When I began officially working for “gay rights” in this state, my Mother doggedly (rather loudly) voiced her fear that I would be attacked or killed for taking a public stance for human rights. While I admired her determination to suppress my activist tendencies, I never fully understood her trepidation. I have only seen my mother cry once and that was when I was seriously ill as a child. That’s why I didn’t tell her when I learned of Sean Kennedy’s death in the Upstate.

Over the past few months, I have had the honor of working with another mother- Elke Kennedy. Sean’s mother is a powerful advocate for her son’s dream of equality and I empathize with her situation. I can only imagine the emptiness she feels at the loss of her son, the sleepless nights she must endure during her grieving process, and her outrage at the defective system which failed her these last few weeks in the sentencing of her son’s killer, Andrew Moller.

Moller’s charges have been reduced to Involuntary Manslaughter, which carries a sentence of up to 5 years, and for which he’ll most likely be handed a judgment of “Time Served.” According to SCEC Board Member (Columbia attorney, David Collier), whether or not Moller intended to kill Sean is irrelevant. According to David:

Murder in South Carolina is defined as ‘the killing of any person with malice aforethought, either expressed or implied’.  There is no requirement that the defendant ‘intend’ to kill someone, only that the victim is in fact killed and that malice exists.  ‘Malice’ is defined as ‘the wrongful intent to injure another and indicates a wicked or depraved spirit intent on doing wrong.

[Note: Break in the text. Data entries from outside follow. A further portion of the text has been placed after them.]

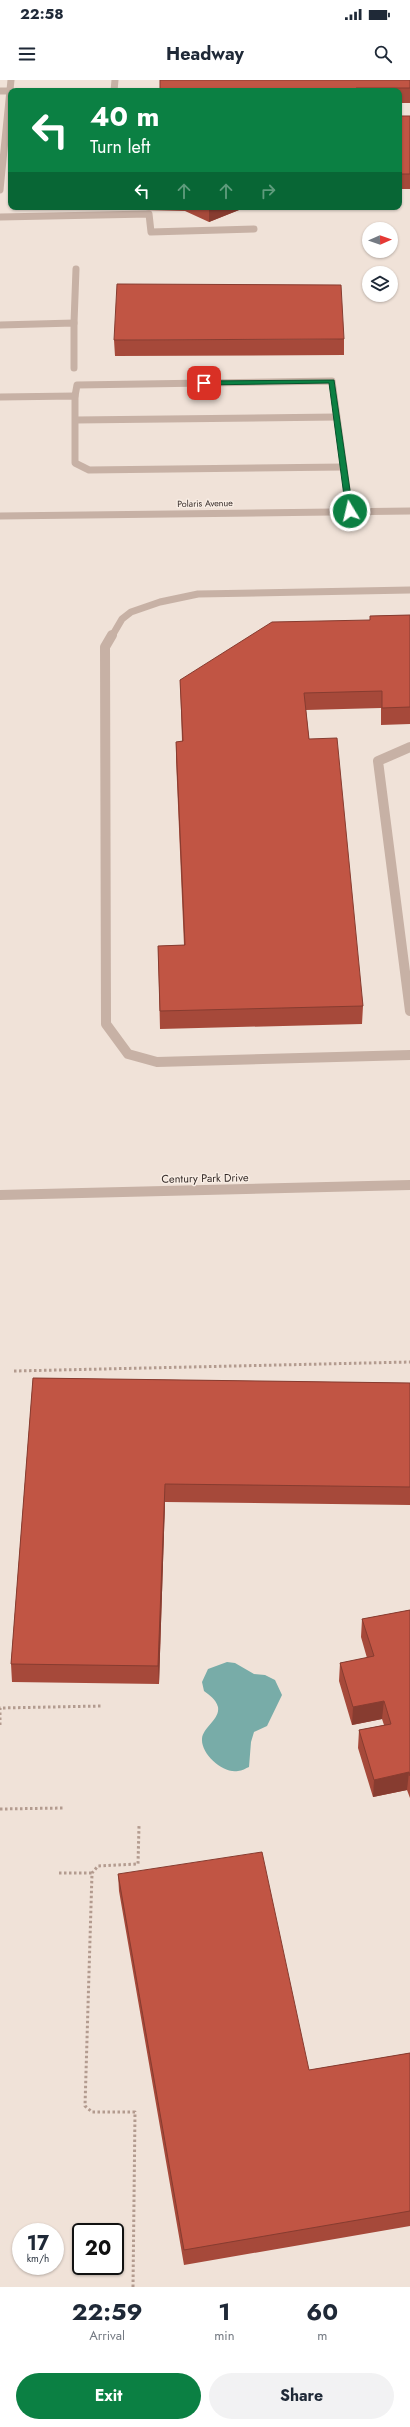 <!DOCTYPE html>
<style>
:root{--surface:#fff;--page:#f2f2f3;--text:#1f2937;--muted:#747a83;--accent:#0b8043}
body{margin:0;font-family:Jost,sans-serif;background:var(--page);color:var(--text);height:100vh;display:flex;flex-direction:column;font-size:15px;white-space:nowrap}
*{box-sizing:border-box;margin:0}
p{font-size:13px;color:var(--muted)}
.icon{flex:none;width:22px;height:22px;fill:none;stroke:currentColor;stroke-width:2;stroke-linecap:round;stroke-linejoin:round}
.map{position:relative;height:2207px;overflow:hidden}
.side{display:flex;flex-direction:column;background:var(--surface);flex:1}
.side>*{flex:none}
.banner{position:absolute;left:8px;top:8px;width:394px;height:122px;border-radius:8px;box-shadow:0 1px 3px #0004;background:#0b8043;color:#fff;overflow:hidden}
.needle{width:26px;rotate:88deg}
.controls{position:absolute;left:362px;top:142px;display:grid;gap:8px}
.controls a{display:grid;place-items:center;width:36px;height:36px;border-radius:50%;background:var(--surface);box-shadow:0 1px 3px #0004;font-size:20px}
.speed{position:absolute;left:12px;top:2143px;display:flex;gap:8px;font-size:20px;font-weight:700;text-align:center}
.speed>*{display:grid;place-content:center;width:52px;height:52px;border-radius:50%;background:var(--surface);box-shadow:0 1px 3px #0004;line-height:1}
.speed small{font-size:10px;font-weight:400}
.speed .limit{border:2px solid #111;border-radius:6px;background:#fff;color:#111}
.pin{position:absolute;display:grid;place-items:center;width:34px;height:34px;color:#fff;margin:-17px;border-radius:8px;box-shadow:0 2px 6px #0006}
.me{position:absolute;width:44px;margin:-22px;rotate:351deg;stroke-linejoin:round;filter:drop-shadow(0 0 3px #0008)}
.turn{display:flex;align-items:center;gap:14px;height:84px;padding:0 16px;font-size:18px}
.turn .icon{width:52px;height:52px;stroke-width:2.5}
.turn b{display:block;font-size:28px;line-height:34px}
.lanes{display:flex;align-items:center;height:38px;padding:0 16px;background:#0003;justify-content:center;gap:20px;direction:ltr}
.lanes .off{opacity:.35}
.eta{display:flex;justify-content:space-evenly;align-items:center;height:68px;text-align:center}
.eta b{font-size:24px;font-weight:700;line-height:28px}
.action{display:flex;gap:8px;margin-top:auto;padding:8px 16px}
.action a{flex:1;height:46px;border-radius:24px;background:var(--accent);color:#fff;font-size:16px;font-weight:700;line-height:46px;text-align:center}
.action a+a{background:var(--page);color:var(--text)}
.status{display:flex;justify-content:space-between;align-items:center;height:28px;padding:0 20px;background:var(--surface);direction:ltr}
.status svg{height:11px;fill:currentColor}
header{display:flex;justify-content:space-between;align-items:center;height:52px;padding:0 16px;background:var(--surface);font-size:18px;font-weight:700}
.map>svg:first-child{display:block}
</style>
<div class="status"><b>22:58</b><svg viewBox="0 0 49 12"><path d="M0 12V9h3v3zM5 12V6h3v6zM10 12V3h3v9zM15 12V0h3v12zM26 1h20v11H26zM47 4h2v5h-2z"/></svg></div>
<header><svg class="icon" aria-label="menu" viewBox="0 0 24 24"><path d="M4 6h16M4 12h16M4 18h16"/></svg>Headway<svg class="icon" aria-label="search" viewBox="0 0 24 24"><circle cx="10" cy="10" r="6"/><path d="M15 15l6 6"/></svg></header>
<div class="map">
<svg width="410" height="2207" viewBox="0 0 410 2207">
<rect width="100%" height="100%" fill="#f0e2d8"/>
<path fill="#78aca8" d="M227,1582L235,1583L254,1594L265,1595L275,1600L282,1615L267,1646L254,1652L251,1662L249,1687C246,1688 242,1691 238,1691C223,1694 201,1674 202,1659C203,1647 220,1640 218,1627C216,1619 209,1615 204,1611L202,1602L208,1589Z"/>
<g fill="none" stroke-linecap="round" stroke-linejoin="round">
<g stroke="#b39b8f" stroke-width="3" stroke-dasharray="2.5 2.5" stroke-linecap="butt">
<path d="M14,1291L410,1282"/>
<path d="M0,1645V1628L102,1626"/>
<path d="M0,1729L63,1728"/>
<path d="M59,1793H92"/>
<path d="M133,2207L135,2032H92L85,2026L92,1793L98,1786L138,1784L139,1746"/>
</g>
<g stroke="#c7b1a5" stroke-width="7">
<path d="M0,11H9"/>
<path d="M114,11L115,0"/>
<path d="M0,137L149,134L151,152L254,149"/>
<path d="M74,243L76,189"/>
<path d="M0,245L74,243V288"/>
<path d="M75,316L77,305L332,301L350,431"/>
<path d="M0,317L75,316V383L89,390L344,387"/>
<path d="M76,340L336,337"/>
<path d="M112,556L122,539L131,532L160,522L198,514L410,510"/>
</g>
<g stroke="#c7b1a5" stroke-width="10">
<path d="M112,555L105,567L106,944L128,974L157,982L410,975"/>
<path d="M410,667L378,681L410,931"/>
</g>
<path stroke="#c7b1a5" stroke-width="10" d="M0,1115L410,1105"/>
<g stroke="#c7b1a5" stroke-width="7">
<path d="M0,110L11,0"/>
<path d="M0,436L410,431"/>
</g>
</g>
<g fill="#a6493a">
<path d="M160,0H410V23H399V11H160Z"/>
<rect x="399" y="36" width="11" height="73"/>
<path d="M144,127H271V130H239L209,142L185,131L145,130Z"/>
<path d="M344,259V275L115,276L114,260Z"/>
<path d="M410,535V644L381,645V628L306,630L309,659L363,926L362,944L160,949L158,866L184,865L176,679V662L182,661L180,600L370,540V536Z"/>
<path d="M33,1298L410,1303V1425L165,1422L159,1604L12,1602L11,1584Z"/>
<path d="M410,1530V1718L407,1710L373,1717L358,1668L359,1650L384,1645L382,1639L352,1645L339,1601L340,1583L367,1578L361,1557L362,1539Z"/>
<path d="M118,1794L309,1990L410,1973V2146L184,2185L119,1811Z"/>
</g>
<g fill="#873c30">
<path d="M209,127H239V130L209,142Z"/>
<path d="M165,1404V1422L159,1604L158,1586Z"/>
<path d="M384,1621L382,1639L352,1645L353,1627Z"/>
<path d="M409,1692L407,1710L373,1717L374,1700Z"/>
</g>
<g fill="#c15544" stroke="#873c30">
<path d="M160,0H410V8H356V11H226V10H160Z"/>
<rect x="399" y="36" width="11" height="58"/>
<path d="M117,204L341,205L344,259L114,260Z"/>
<path d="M410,535V627L382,628V611L304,613L309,659L337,658L363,926L160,931L158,866L185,865L176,662L183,661L180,600L272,542L370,540V536Z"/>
<path d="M33,1298L410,1303V1407L165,1404L158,1586L11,1584Z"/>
<path d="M410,1530V1696L409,1692L374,1700L359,1650L391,1644L384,1621L353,1627L340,1583L374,1576L362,1539Z"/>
<path d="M262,1772L309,1990L410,1973V2131L184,2170L118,1794Z"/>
</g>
<path fill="#0b8043" stroke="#07532c" d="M334,300L353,431L350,434L346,431L329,303L204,305L201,303L204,301Z"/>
<g text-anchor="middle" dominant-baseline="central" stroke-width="3" stroke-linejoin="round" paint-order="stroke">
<g font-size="9" fill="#332926" stroke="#f8ede4">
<text transform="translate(205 423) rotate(-1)">Polaris Avenue</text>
</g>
<g font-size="11" fill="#332926" stroke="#f8ede4">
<text transform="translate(205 1098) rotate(-1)">Century Park Drive</text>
</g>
</g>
</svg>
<div class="controls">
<a><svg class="needle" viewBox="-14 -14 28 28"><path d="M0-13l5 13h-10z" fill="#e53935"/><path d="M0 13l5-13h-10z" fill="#747a83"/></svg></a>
<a><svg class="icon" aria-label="layers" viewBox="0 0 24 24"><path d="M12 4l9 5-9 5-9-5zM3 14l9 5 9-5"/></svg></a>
</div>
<div class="speed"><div>17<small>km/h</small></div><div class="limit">20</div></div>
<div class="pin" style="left:204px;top:303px;background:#d93025"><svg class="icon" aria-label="arrive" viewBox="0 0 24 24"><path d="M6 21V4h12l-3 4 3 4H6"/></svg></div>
<svg class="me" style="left:350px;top:431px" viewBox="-20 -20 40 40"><circle r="17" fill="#0b8043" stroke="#fff" stroke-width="3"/><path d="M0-11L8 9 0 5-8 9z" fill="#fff"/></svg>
<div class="banner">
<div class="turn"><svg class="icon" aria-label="left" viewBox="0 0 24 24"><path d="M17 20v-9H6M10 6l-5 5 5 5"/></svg><div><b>40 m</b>Turn left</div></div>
<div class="lanes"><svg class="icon" aria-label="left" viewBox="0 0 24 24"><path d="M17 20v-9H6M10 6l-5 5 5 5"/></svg><svg class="icon off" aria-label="ahead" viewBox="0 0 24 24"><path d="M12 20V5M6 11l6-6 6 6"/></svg><svg class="icon off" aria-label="ahead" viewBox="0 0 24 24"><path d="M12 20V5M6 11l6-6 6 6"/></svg><svg class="icon off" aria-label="right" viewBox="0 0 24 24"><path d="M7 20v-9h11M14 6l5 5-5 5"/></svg></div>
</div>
</div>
<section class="side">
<div class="eta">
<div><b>22:59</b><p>Arrival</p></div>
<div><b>1</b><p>min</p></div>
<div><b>60</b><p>m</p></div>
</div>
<div class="action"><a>Exit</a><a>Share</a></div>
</section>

Moreover, our current criminal laws fail to envisage the gray area between murder and involuntary manslaughter in cases like Moller’s (I guess justice truly IS blind in SC). Thirteenth Circuit Court Solicitor, Bob Arial said it best himself when he said, "I hope the Kennedy family will join me to encourage the Legislature to review their situation, and to modify our current statutory law so that we can address the present inadequacy in the law.” He may (or may not) know this, but Bob makes a strong argument for the passage of H3738, the House bill which would amend SC’s Penalty Enhancement Laws to include Hate Crimes.

Sadly, the reduction of charges in the Moller case has set a legal precedent which was cited days later as an argument against bringing homicide by child abuse charges against Christopher Lamar Wilson of Greenville.

It is no secret that our laws are archaic… full of holes… otherworldly, for lack of a better term. Bottom line- laws which exclude any segment of our society are dangerous to the whole, and I point to the Moller trial as “case-in-point.” The next legislative session convenes on January 8, 2008. SCEC will spend the next 2 1/5 months working in conjunction Lobbiest, Laddie Howard, and regional partner organizations to advance H3738. We need your time and financial support. Please take the time to contribute to SCEC and your local LGBT groups (AFFA, Log Cabins, Stonewall Dems…). When the bill passes, I promise to invite you all over for barbeque chicken served on OLD Dixie with matching napkins to sop up the juice.